EXHIBITIONS

ゴヤの版画世界 ―『戦争の惨禍』から考える

2020.07.28 - 09.27

ゴヤ 同じことだ 『戦争の惨禍』第3番 1810-14年制作/1863年初版

 美術史上にその名を刻むスペインの画家フランシスコ・デ・ゴヤ(1746〜1828年)は、宮廷画家として優れた油彩画を数多く手がけたのみならず、「奇想と独創」の精神に貫かれた版画作品群を後世に残した。

 本企画は、アルブレヒト・デューラーやレンブラント・ファン・レインらの系譜を継ぐ偉大なる「画家にして版画家」、ゴヤの版画芸術を紹介するもの。とくに、銅版画集『戦争の惨禍』(1810〜15年制作)に焦点を当てる。

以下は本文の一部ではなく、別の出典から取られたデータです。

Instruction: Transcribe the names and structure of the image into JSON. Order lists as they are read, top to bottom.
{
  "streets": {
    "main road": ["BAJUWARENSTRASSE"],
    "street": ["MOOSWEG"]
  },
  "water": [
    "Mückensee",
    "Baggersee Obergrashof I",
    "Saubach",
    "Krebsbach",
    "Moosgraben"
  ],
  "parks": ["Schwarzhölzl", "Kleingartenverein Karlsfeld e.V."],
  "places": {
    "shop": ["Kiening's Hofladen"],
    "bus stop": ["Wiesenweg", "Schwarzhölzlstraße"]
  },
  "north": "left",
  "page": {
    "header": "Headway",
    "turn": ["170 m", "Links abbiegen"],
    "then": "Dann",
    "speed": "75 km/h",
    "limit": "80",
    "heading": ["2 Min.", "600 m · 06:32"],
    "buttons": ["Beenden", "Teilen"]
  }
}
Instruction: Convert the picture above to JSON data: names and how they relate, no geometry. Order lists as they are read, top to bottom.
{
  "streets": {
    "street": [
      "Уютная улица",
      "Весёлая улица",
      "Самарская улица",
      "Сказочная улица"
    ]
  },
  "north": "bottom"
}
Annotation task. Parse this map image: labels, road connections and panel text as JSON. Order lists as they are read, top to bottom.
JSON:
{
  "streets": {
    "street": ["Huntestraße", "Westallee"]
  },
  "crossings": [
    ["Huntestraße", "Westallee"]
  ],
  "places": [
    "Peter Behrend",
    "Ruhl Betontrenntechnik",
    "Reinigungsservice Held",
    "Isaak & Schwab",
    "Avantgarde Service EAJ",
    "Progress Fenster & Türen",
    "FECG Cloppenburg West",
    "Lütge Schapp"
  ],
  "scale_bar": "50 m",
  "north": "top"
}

『戦争の惨禍』は、当時宮廷画家としての立場にありながら、繰り返される戦争への批判としてゴヤが個人的に制作した作品であるとされ、その没後に出版されたもの。戦争がもたらす凄惨なシーンやその際限ない暴力性をイメージの力をもってして告発するこの版画集は、時空を超えて、戦争と人間存在に関する普遍的なメッセージを投げかけてくる。

 ゴヤが作品に込めた思いとは何なのか。『戦争の惨禍』の作品群を前にして、見えてくるものがあるだろう。